- [WORK TO COMPLETE]: In the records below, tally the lines that contain the word "function" and give only that number.

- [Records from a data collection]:
========
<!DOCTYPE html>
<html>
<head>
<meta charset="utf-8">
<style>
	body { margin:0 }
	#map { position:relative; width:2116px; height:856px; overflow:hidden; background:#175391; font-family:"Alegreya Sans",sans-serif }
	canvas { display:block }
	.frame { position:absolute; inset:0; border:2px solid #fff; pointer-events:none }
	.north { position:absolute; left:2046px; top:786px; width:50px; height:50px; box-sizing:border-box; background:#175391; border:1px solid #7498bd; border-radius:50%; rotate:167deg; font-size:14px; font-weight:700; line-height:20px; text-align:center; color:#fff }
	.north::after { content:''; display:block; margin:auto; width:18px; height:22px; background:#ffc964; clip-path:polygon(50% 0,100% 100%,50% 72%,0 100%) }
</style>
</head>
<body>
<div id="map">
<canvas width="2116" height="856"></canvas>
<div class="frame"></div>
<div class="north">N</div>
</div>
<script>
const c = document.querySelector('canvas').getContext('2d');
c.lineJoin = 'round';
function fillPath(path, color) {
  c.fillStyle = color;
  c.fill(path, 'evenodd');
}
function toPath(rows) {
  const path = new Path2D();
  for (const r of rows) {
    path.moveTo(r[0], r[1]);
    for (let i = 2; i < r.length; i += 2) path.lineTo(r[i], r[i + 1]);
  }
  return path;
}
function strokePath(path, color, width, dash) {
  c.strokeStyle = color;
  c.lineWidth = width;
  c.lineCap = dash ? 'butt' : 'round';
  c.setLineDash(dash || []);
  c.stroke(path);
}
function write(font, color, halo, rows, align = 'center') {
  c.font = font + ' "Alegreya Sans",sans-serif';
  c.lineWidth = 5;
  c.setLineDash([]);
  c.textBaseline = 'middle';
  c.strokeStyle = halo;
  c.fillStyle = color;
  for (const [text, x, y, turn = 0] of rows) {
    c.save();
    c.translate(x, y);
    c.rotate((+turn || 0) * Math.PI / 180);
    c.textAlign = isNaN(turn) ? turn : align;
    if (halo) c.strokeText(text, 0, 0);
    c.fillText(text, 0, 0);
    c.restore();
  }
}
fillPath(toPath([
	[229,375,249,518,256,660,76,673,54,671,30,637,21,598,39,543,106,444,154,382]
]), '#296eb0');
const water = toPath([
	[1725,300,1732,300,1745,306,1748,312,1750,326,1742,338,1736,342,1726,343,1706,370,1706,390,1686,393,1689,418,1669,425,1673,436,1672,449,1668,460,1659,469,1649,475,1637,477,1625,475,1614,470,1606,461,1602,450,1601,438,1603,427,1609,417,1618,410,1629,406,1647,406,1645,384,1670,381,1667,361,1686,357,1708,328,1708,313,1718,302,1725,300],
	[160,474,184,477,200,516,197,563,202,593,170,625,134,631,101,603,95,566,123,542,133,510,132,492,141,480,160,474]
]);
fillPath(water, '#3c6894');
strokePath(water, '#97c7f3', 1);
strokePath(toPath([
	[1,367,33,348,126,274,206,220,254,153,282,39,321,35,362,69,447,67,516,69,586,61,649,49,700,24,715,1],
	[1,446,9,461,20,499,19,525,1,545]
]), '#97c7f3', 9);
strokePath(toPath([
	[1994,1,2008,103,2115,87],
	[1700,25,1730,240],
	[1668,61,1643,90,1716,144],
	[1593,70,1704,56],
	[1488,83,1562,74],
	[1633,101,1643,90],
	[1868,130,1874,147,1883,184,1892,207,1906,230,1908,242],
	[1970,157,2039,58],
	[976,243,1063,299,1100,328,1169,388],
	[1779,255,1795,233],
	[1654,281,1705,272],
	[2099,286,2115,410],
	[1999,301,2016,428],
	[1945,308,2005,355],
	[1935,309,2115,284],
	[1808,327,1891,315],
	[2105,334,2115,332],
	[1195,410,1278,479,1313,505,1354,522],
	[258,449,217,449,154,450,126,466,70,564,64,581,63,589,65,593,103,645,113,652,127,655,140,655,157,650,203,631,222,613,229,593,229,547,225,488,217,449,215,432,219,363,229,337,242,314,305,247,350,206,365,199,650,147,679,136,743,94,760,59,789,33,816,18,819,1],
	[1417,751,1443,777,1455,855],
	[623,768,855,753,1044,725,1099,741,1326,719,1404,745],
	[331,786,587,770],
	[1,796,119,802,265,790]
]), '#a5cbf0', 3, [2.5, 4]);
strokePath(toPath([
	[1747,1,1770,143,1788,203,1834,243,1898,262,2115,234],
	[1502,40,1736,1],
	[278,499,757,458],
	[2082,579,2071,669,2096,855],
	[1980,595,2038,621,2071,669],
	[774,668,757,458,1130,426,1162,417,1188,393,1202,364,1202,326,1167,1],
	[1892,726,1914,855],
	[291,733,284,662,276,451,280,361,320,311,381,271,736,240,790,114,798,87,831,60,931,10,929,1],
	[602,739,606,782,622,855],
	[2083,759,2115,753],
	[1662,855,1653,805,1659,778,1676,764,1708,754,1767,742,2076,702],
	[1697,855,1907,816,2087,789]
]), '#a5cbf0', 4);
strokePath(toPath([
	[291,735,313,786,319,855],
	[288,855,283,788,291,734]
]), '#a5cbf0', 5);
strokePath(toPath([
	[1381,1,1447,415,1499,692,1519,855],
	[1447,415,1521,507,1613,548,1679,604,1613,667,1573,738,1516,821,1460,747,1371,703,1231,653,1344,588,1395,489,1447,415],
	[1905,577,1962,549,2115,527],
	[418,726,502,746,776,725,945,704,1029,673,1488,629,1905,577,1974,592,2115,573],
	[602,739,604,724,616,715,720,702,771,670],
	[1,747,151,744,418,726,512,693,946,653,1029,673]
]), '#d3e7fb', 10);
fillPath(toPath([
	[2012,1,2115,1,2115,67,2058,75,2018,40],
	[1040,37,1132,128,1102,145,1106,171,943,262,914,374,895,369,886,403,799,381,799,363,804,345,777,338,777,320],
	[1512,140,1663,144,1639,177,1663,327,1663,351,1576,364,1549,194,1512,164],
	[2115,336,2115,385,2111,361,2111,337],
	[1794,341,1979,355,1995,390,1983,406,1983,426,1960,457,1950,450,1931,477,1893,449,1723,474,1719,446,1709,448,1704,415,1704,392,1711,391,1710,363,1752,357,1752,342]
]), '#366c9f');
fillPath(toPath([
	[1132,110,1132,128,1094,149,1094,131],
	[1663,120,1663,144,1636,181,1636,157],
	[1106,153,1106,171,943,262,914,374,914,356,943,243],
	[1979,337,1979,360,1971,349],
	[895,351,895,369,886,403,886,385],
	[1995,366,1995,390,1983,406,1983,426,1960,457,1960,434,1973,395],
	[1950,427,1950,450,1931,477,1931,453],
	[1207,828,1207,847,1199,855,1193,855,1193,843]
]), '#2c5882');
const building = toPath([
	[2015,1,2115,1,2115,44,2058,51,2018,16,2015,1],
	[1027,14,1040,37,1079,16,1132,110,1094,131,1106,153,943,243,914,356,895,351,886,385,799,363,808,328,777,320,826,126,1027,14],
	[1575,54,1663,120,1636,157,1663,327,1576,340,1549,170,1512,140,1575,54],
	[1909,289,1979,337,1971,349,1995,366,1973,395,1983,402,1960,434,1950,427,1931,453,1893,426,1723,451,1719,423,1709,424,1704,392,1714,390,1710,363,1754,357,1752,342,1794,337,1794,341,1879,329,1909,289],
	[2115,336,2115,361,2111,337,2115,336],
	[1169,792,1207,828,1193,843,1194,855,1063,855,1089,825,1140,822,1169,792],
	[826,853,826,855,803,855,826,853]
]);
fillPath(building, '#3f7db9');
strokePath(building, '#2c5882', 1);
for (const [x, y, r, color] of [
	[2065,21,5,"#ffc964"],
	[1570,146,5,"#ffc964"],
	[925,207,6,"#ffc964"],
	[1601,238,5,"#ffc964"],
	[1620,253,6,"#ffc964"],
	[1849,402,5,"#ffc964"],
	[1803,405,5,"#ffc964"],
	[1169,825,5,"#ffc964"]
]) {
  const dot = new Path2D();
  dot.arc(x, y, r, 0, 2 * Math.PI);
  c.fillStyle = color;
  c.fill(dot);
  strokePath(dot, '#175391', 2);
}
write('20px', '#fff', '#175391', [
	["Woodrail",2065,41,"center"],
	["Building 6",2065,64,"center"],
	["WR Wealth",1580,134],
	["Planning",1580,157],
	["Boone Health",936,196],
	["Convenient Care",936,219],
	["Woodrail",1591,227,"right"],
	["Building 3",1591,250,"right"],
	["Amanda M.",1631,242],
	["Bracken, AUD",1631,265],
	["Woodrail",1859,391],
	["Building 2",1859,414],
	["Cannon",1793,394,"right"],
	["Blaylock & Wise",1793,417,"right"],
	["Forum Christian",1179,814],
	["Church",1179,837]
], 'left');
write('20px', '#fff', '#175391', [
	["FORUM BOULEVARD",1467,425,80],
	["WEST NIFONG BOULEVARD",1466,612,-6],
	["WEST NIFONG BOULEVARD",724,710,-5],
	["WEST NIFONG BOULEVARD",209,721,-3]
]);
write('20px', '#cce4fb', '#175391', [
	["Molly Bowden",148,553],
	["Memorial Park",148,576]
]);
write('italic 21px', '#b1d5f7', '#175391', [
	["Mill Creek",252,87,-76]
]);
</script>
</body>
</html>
========
- [EXERCISE RESULT]: 4